Events of the following kind may happen repeatedly, one at a time:
Three users A, B, and C such that A is friends with both B and C,
but B and C are not friends, change their friendship statuses such that
B and C are now friends, but A is no longer friends with B, and no longer friends with C.
All other friendship statuses are unchanged.
Initially, 1010 users have 1009 friends each, and 1009 users have 1010 friends each.
Prove that there exists a sequence of such events after which each user is friends with at most one other user.*

__Partial solution:__

I think initially the network must consist of two groups A and B such that A has 1010 members and B has 1009 members
and every member of A is friends with every member of B, whereas two members of A are never friends and two members of B
are never friends.

Now if a event of the described kind happens, the number of friendship relations becomes one less. I ran a Pascal program
to repeatedly simulate such an event at random. It begins with 1010*1009 friendship relations and ends with 505 friendships
relations.

**International Mathematical Olympiad 2019**

2) * In triangle ABC, point A _{1} lies on side BC and point B_{1} lies on side AC.
*

Let P and Q be points on segments AA_{1} and BB_{1}, respectively, such that PQ is parallel to AB.
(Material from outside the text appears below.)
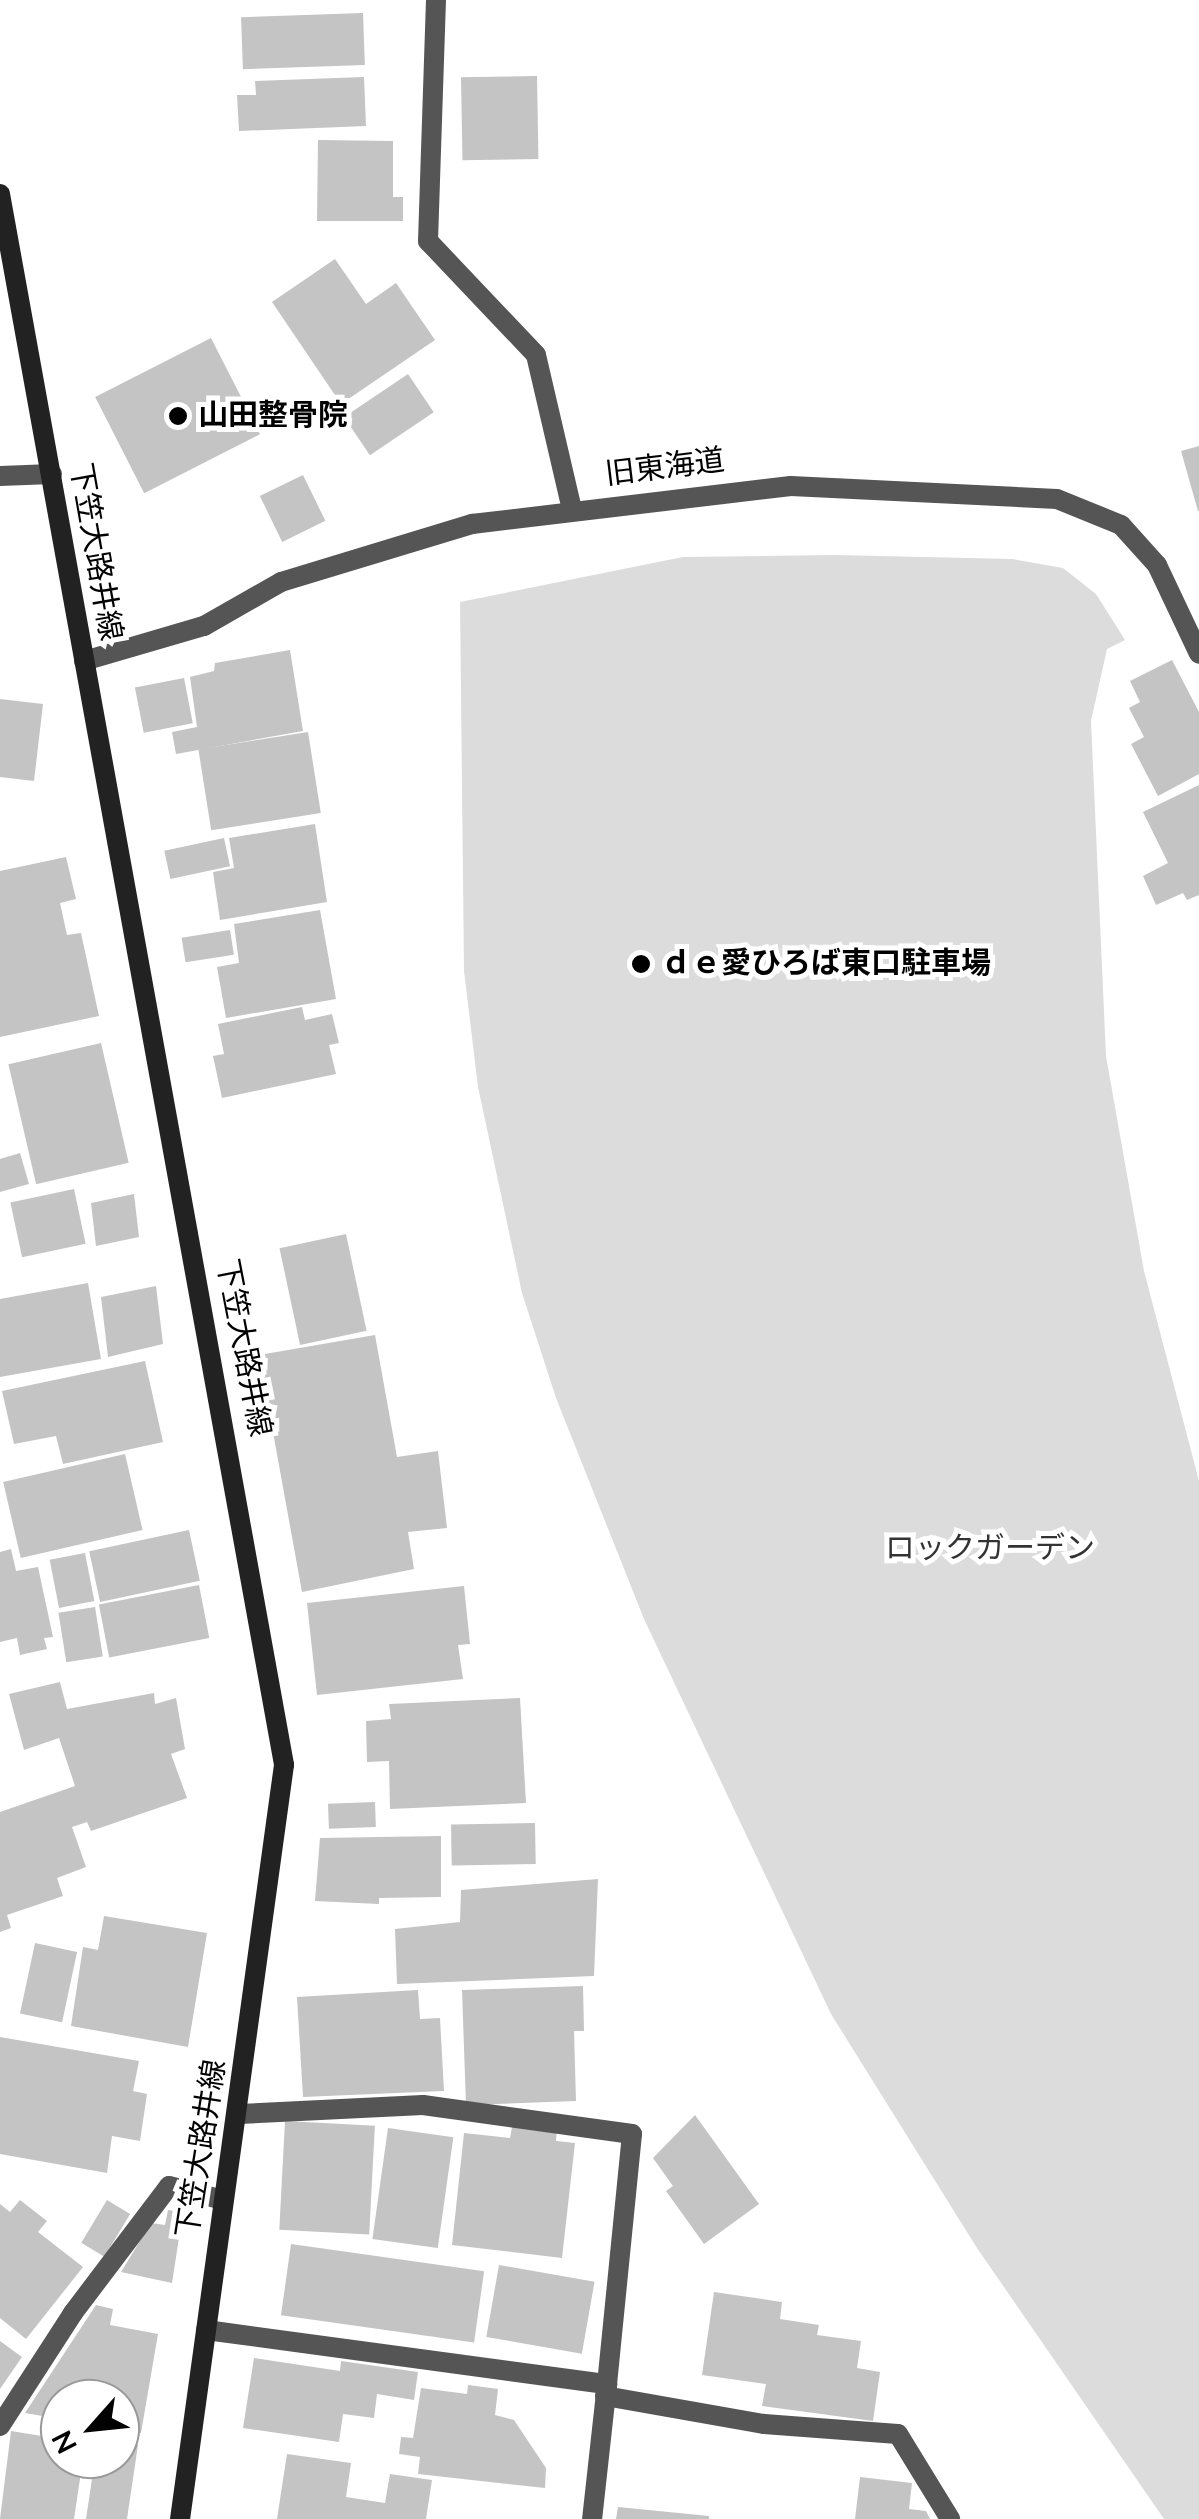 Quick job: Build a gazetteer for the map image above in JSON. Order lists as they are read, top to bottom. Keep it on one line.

Let P_{1} be a point on line PB_{1}, such that B_{1} lies strictly between P and P_{1}, and the angles PP_{1}C and BAC are equal.

Similarly, let Q_{1} be a point on line QA_{1}, such that A_{1} lies strictly between Q and Q_{1}, and the angles CQ_{1}Q and CBA are equal.

Prove that points P, Q, P_{1}, and Q_{1} are concyclic.

__Solution:__

See the figure. We have to prove PA_{1}^{2} =
PQ^{2} + QA_{1}^{2} + 2PQ QA_{1} cos(α).

This is straightforward after giving coordinates as follows:

A(0,0), B(1,0), C(r cos(α), r sin(α)), A_{1}: (1,0) + s(r cos(α) - 1, r sin(α)),
B_{1}: t(r cos(α), r sin(α)),

P: (u + usr cos(α) -us, usr sin(α)), Q: (1 + usr cos(α) -us/t, usr sin(α)).

**International Mathematical Olympiad 2018**

5) *Let a _{1} , a_{2} , ... be an infinite row of positive integers.
Suppose there is an integer N > 1 such that for every n ≥ N holds:
*

a_{1}/a_{2} + a_{2}/a_{3} + ... + a_{n-1}/a_{n} + a_{n}/a_{1} is an integer.

Prove there exists a positive integer M such that for each m ≥ M holds a_{m}=a_{m+1}.

__Solution:__

Suppose for each natural number M there is an m ≥ M such that a_{m} is not equal to a_{m+1}.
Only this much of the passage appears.